Setelah jaksa penuntut membacakan tanggapannya, Asyani langsung menangis histeris. Dia menuding Sawin, yang berdiri di pintu samping ruang sidang.
"Sawin, kamu yang tega memenjarakan saya. Padahal saya sudah datang ke rumahmu untuk meminta maaf. Kamu tega sama saya," tutur Asyani berteriak lalu terdiam setelah ditenangkan oleh kuasa hukumnya, Supriyono.
Asyani adalah tukang pijat. Dia didakwa dengan Pasal 12 huruf d juncto Pasal 83 ayat (1) huruf a Undang-Undang Nomor 18 Tahun 2013 tentang Pencegahan dan Pemberantasan Perusakan Hutan dengan ancaman hukuman penjara 5 tahun. Asyani dituduh mencuri 38 papan kayu jati di lahan Perhutani di desa setempat.
Asyani dilaporkan oleh sejumlah polisi hutan ke Polsek Jatibanteng pada 4 Juli 2014. Nenek empat anak itu kemudian ditahan pada 15 Desember 2014. Selain Asyani, tiga orang lain juga ikut ditahan, yakni menantu Asyani, Ruslan; pemilik mobil pick up, Abdussalam; dan Sucipto, tukang kayu.
Dalam tanggapannya, jaksa Ida Haryani menuturkan pihaknya memiliki bukti-bukti kuat bahwa 38 papan kayu itu memang diambil Asyani di lahan Perhutani. "Terdakwa tidak mampu menunjukkan dokumen kepemilikan kayu tersebut," katanya.
Supriyono menyesalkan sikap jaksa itu, yang dinilainya terlalu formalistis dalam menangani kasus tersebut. Padahal faktanya, kayu jati itu ditebang dari lahan milik Asyani yang telah dijual pada 2010.

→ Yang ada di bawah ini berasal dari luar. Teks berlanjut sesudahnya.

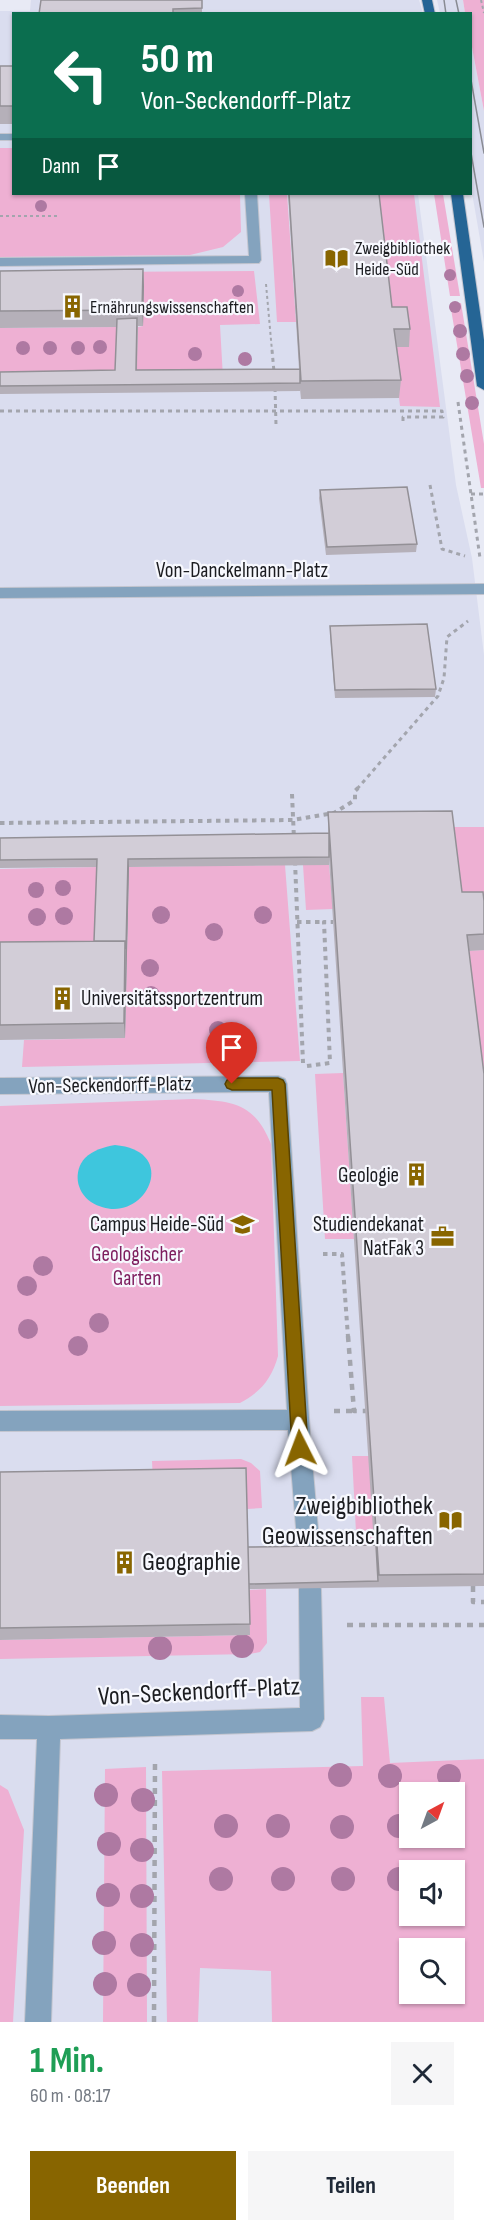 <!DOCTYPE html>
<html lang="de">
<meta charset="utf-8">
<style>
body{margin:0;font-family:"Sofia Sans Condensed",sans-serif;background:#f6f6f7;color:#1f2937;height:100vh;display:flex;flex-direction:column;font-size:22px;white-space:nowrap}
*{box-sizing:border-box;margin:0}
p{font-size:20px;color:#747a83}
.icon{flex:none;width:33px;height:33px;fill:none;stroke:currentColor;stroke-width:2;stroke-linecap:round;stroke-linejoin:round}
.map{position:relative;height:2022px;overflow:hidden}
.drawer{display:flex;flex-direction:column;background:#fff;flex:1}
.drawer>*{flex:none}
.hud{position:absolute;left:12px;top:12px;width:460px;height:183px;border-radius:0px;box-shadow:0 2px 4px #0004;background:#0b6e4f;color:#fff;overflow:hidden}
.needle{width:39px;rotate:41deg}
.controls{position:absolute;left:399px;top:1782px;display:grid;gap:12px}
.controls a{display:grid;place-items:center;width:66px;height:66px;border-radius:0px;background:#fff;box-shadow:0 2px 4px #0004;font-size:30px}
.pin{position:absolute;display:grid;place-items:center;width:51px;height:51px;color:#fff;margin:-62px -26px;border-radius:50% 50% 50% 0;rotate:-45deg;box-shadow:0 0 6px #0007}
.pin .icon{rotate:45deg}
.me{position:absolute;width:66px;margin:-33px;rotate:357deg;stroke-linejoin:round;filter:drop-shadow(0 0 4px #0008)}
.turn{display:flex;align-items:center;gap:21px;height:126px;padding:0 30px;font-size:27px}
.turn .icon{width:78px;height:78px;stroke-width:2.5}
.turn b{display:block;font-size:42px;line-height:51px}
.then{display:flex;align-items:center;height:57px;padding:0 30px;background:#0003;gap:12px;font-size:22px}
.round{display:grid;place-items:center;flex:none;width:63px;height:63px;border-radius:0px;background:#f6f6f7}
.overview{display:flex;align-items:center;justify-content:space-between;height:102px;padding:0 30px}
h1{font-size:36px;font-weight:700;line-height:45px;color:#1e9e55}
.primary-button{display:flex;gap:12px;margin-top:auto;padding:12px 30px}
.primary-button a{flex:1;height:69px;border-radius:0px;background:#886500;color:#fff;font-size:24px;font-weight:700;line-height:69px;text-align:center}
.primary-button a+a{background:#f6f6f7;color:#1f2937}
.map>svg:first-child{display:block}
</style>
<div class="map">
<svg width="484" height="2022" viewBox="0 0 484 2022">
<rect width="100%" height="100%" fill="#e8eaf5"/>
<!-- built -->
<path fill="#daddef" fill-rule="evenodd" d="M31,0h388l4,13 -409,1v180h404l30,229 8,62 16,73 12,97v1367h-484v-2011h30zM410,1792h44v46h-44zM410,1870h44v46h-44zM410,1948h44v46h-44z
M437,0h26l2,13h-25z
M471,42l13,69v151l-13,-75z"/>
<!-- green -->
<path fill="#eeb0d3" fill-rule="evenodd" d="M463,0h21v111l-13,-69v-28l-6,-1z
M0,148h13l1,46h226l1,38 -18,15 -33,8 -190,2z
M269,194h18l9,128h-19z
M375,194h39l26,213 -40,-1 -7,-59 16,-1 -18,-21z
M434,194h9l17,102h-10z
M254,271l6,53 -40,1 3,53h-87l2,-51 5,-1 -48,-54z
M450,303h11l23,141v44h-3z
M118,327l-2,51 -116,2v-52z
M450,827h34v110l-24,-29z
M285,865l15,196 -278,6 2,-27 101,-2 4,-171z
M303,865h26l4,44 -27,1z
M98,867l-3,90 -95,1v-89z
M484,950v161l-20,-160z
M343,1073l11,166h-29l-10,-165z
M193,1099c41,2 62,5 78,45l7,212c-6,22 -17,36 -38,47l-240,3v-300z
M352,1456h17l6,95h-18z
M241,1459l10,4 9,8 2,37 -15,1 -94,-27 -1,-21z
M266,1589l1,54 -7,9 -10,2 -250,5v-19l249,-5 -1,-45z
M361,1697h23l6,66 94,-4v263h-212l-1,-51 -71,-3 -2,54h-31l-5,-251 201,-5zM410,1792h44v46h-44zM454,1870v46h-44v-46zM410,1948h44v46h-44z
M146,1767l1,255h-44l2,-253z
M0,1785l8,5 16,40 -11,192h-13z"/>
<!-- water -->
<path fill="#3ec6dd" d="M115,1145c70,6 26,88 -24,57 -15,-10 -18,-31 -6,-44 8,-8 19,-11 30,-13z"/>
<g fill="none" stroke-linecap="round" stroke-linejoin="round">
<defs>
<path id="minor" d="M0,134h14v6h-14z
M245,194h12l4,66 -2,3 -259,3v-8l249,-2z
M484,584v10l-484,4v-10z
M278,1076l7,3 2,5 24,364 9,104 -3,8 -8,3 -8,-3 -3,-8 -10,-122 -288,1v-20l287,-1 -18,-318 -269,2v-16z
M310,1578l8,3 3,8 3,130 -4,8 -8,4 -252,8 -9,283h-26l12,-283h-37v-24l49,1 251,-8 -1,-119 3,-8z"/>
<path id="major" d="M422,0h10l3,14h-10z
M451,194h12l21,146v50l-7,-4z"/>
</defs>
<!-- minor casing -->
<use href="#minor" stroke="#c3c5cf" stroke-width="2"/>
<!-- major casing -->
<use href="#major" stroke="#c3c5cf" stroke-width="2"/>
<!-- path-far3 -->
<path stroke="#a3a5ad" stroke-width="2" stroke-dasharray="3 3" stroke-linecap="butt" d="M481,0l3,13
M0,216h58
M266,284l6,67"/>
<!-- path-far2 -->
<path stroke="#a3a5ad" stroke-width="3" stroke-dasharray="4 4" stroke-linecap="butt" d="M272,350l2,22
M275,388l1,37
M458,402l22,156
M0,411h442l1,6h-40v7
M430,485l12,64 23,7
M471,494h13
M357,789l81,-93 6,-18 3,-41 21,-16"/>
<!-- path-far1 -->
<path stroke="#a3a5ad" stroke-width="4" stroke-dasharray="4.5 4.5" stroke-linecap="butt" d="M292,794l2,45
M0,823l293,-3 41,-7 21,-13v-9l3,-3
M295,861l8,202
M297,922h27
M307,1066l23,-3 -6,-141h9
M323,1254h19l6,83"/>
<!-- path -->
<path stroke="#a3a5ad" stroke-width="4.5" stroke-dasharray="6 6" stroke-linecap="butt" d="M348,1336l6,75h12
M334,1411h20
M473,1586v16h11
M347,1625h137
M154,2022l1,-260"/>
<!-- minor -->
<use href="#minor" fill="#84a3be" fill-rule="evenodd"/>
<!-- major -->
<use href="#major" fill="#256595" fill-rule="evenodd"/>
<!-- tram -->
<path stroke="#898b93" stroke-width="1.5" d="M444,0l2,14
M456,0l3,14
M471,80l13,73
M471,153l13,74"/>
</g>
<!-- trees -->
<g fill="#ae79a2">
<circle cx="41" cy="206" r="6"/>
<circle cx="450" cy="275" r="6"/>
<circle cx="238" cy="291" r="6"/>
<circle cx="455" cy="307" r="6"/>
<circle cx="460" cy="331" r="7"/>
<circle cx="100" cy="347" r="7"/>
<circle cx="23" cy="348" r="7"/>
<circle cx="50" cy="348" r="7"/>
<circle cx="78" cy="348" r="7"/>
<circle cx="195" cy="354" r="7"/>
<circle cx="463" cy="354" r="7"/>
<circle cx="245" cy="359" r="7"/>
<circle cx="467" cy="376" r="7"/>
<circle cx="472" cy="403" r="7"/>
<circle cx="63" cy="888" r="8"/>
<circle cx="36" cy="890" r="8"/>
<circle cx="161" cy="915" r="9"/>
<circle cx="263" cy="915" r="9"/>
<circle cx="64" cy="916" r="9"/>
<circle cx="37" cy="917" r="9"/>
<circle cx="214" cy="932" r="9"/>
<circle cx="150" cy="968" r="9"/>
<circle cx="151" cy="995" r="9"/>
<circle cx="218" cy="1030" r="9"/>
<circle cx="43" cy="1266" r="10"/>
<circle cx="27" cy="1286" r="10"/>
<circle cx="99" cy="1323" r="10"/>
<circle cx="28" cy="1329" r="10"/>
<circle cx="78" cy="1346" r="10"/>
<circle cx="242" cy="1646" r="12"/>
<circle cx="160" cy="1648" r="12"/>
<circle cx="340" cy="1775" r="12"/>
<circle cx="390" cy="1776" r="12"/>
<circle cx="449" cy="1776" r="12"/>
<circle cx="106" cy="1795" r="12"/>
<circle cx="143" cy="1800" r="12"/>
<circle cx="226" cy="1826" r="12"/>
<circle cx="278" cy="1826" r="12"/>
<circle cx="399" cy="1826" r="12"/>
<circle cx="342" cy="1827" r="12"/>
<circle cx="109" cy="1844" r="12"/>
<circle cx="142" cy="1850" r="12"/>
<circle cx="221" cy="1879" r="12"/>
<circle cx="283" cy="1879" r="12"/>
<circle cx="343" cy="1879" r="12"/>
<circle cx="399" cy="1879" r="12"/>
<circle cx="108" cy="1895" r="12"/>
<circle cx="142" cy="1896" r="12"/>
<circle cx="104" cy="1943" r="12"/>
<circle cx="142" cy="1945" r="12"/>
<circle cx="105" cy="1984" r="12"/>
<circle cx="139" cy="1985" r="12"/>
</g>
<!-- wall -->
<path fill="#b5b0b9" d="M202,0v14h-163z
M0,66h14v58h-14z
M288,194h91l13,113 18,22 -1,18h-12l4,33 -2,18 -98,1 -1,-10v2l-300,3v-22l115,-2 2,-43 -117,1v-57l143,-2 1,17 -1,40h-5l-1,44 162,-1z
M320,490l97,54 -1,8 -90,3 -7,-57z
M330,626l106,63 -1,8 -100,1 -5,-64z
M328,812l134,80 22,9v49l-15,1 15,123v512l-235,3 1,46 -250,5v-168l248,75 126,-2 -45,-686v6l-200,2 -4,171 -125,2v-98l94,-1 3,-74 -97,1v-30l328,-5z"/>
<!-- shaded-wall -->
<path fill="#939096" d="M143,269l1,17 -1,40 -1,-16z
M128,859l1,8 -4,171 -1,-15z"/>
<!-- building -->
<path fill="#d2cdd7" stroke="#939096" stroke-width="1.5" d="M41,0h161v8l-29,1v5h-134z
M0,66h14v40h-14z
M289,194h90l13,113h15l3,22h-16l7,51 -100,1z
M143,269l-1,41 -142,1v-40z
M137,318l-1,52 164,-1v14l-300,3v-14l115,-2 2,-51z
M407,487l10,57 -90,3 -7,-57z
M427,624l9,65 -101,1 -5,-64z
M452,811l10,81h21l1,9v33l-17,1 17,139v500l-105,1 -51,-763z
M329,833v24l-201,2 -2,90 -1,-8h-31l3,-82 -97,1v-22z
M125,941l-1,82 -124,2v-83z
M246,1468l4,156 -250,4v-156z
M376,1545l2,36 -129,3 -1,-37z"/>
<!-- route -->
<path fill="#886500" stroke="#584200" stroke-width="1.5" d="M232,1078h46l5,2 2,4 23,364 -2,6 -6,2 -5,-2 -3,-6 -20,-358h-40l-5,-2 -2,-4 2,-4z"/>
<!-- icons -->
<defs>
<symbol id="library-bare" viewBox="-9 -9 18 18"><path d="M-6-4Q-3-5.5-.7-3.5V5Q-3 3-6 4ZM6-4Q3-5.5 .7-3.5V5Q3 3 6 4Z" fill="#886500" stroke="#f7f8fe" stroke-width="2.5" paint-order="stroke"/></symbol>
<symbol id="building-bare" viewBox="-9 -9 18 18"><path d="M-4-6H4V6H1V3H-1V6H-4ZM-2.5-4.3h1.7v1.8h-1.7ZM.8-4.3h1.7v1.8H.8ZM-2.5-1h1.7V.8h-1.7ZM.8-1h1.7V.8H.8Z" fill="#886500" stroke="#f7f8fe" stroke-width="2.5" paint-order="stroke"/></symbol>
<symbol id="university-bare" viewBox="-9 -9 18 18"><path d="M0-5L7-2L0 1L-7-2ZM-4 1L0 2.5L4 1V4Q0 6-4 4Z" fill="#886500" stroke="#f7f8fe" stroke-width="2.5" paint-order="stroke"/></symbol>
<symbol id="office-bare" viewBox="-9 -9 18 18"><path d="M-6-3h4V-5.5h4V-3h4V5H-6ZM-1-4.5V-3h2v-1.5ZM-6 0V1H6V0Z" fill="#886500" stroke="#f7f8fe" stroke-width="2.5" paint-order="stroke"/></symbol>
</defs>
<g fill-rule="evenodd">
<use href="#library-bare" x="320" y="242" width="33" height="33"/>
<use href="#building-bare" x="56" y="290" width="33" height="33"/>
<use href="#building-bare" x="46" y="982" width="33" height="33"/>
<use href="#building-bare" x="400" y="1158" width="33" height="33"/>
<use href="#university-bare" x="226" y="1208" width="33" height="33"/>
<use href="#office-bare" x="426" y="1220" width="33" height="33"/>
<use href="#library-bare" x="434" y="1504" width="33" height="33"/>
<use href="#building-bare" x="108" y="1546" width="33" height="33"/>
</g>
<g text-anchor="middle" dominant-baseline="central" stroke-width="4.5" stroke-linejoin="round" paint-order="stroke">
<!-- far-poi labels -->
<g font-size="18" fill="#1b1c20" stroke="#f7f8fe" text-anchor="start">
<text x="355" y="248">Zweigbibliothek<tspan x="355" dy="21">Heide-Süd</tspan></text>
<text x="90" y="307">Ernährungswissenschaften</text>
</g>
<!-- street labels -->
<g font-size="21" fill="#1b1c20" stroke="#f7f8fe">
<text x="242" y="570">Von-Danckelmann-Platz</text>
<text transform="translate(110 1085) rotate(-1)">Von-Seckendorff-Platz</text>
</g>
<!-- poi labels -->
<g font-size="21" fill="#1b1c20" stroke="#f7f8fe" text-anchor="end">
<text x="81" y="998" text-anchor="start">Universitätssportzentrum</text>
<text x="399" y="1175">Geologie</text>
<text x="224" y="1224">Campus Heide-Süd</text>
<text x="424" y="1224">Studiendekanat<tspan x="424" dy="24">NatFak 3</tspan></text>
</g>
<!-- park labels -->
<g font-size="21" fill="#7e1d5e" stroke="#f7f8fe">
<text x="137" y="1254">Geologischer<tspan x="137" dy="24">Garten</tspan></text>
</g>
<!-- near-poi labels -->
<g font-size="26" fill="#1b1c20" stroke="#f7f8fe" text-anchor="end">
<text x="433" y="1506">Zweigbibliothek<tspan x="433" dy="30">Geowissenschaften</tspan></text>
<text x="142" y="1562" text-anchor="start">Geographie</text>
</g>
<!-- near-street labels -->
<g font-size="26" fill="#1b1c20" stroke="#f7f8fe">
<text transform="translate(199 1692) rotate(-3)">Von-Seckendorff-Platz</text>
</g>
</g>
</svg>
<div class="controls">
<a><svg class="needle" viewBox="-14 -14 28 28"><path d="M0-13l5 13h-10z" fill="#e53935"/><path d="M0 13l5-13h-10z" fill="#747a83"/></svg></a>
<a><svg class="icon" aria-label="sound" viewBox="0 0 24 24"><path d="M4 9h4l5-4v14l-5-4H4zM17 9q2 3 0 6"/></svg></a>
<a><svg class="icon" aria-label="search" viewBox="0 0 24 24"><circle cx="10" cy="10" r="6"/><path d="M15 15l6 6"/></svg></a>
</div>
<div class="pin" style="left:232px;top:1084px;background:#d93025"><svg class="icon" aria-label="arrive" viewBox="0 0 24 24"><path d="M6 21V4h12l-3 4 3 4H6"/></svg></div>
<svg class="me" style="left:300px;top:1448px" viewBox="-20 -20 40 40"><path d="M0-17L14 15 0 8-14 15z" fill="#886500" stroke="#fff" stroke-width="4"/></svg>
<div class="hud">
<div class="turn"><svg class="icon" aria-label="left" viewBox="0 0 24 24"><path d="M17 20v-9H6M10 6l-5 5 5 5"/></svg><div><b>50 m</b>Von-Seckendorff-Platz</div></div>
<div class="then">Dann<svg class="icon" aria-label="arrive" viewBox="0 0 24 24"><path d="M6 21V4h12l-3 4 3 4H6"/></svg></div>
</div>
</div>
<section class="drawer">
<div class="overview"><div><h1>1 Min.</h1><p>60 m · 08:17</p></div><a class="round"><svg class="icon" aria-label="close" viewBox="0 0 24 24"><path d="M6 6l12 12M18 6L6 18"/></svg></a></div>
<div class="primary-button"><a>Beenden</a><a>Teilen</a></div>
</section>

"Ada surat keterangan kepala desa kalau lahan tersebut dulunya milik Asyani," ucap Supriyono.
Sebelumnya, Asyani juga telah menyatakan itu secara langsung di hadapan majelis hakim ketika memohon ampun. Menurut dia, kayu jati itu peninggalan suaminya yang telah meninggal.
Adapun agenda persidangan lanjutan pada Senin, 16 Maret mendatang, adalah putusan sela oleh majelis hakim.
Pakar Hukum Universitas Indonesia (UI), Chudry Sitompol, menyesalkan penahanan Asiani.
"Saya kira tidak pantas penahanan itu. Lagi pula Mahkamah Agung (MA) telah membuat edaran, jika suatu perkara nilainya tidak sebesar biaya penyidikan maka perkara itu dapat tidak dilanjutkan," kata Chudry, Kamis (12/3/2015).
Dia menilai, apa yang telah dilakukan pihak kepolisian terlalu berlebihan dengan menahan nenek tersebut tanpa dasar yang kuat.
"Apalagi kalau ditahan apa maksudnya? Kalau untuk menahan seseorang mungkin karena takut untuk mengulangi kejahatannya, merusak barang bukti atau melarikan diri, beliau kan sudah tua, saya pikir tidak mungkin dapat berbuat seperti itu. Polisi berlebihan meskipun memiliki wewenang," bebernya.
Terlebih, sambung Chudry, Perhutani merupakan perusahaan milik negara. "Itu kan perusahaan negara, apa gunanya ditahan, untuk menakut-nakuti? Mesti melihat background terlebih dahulu seharusnya," kesal Chudri.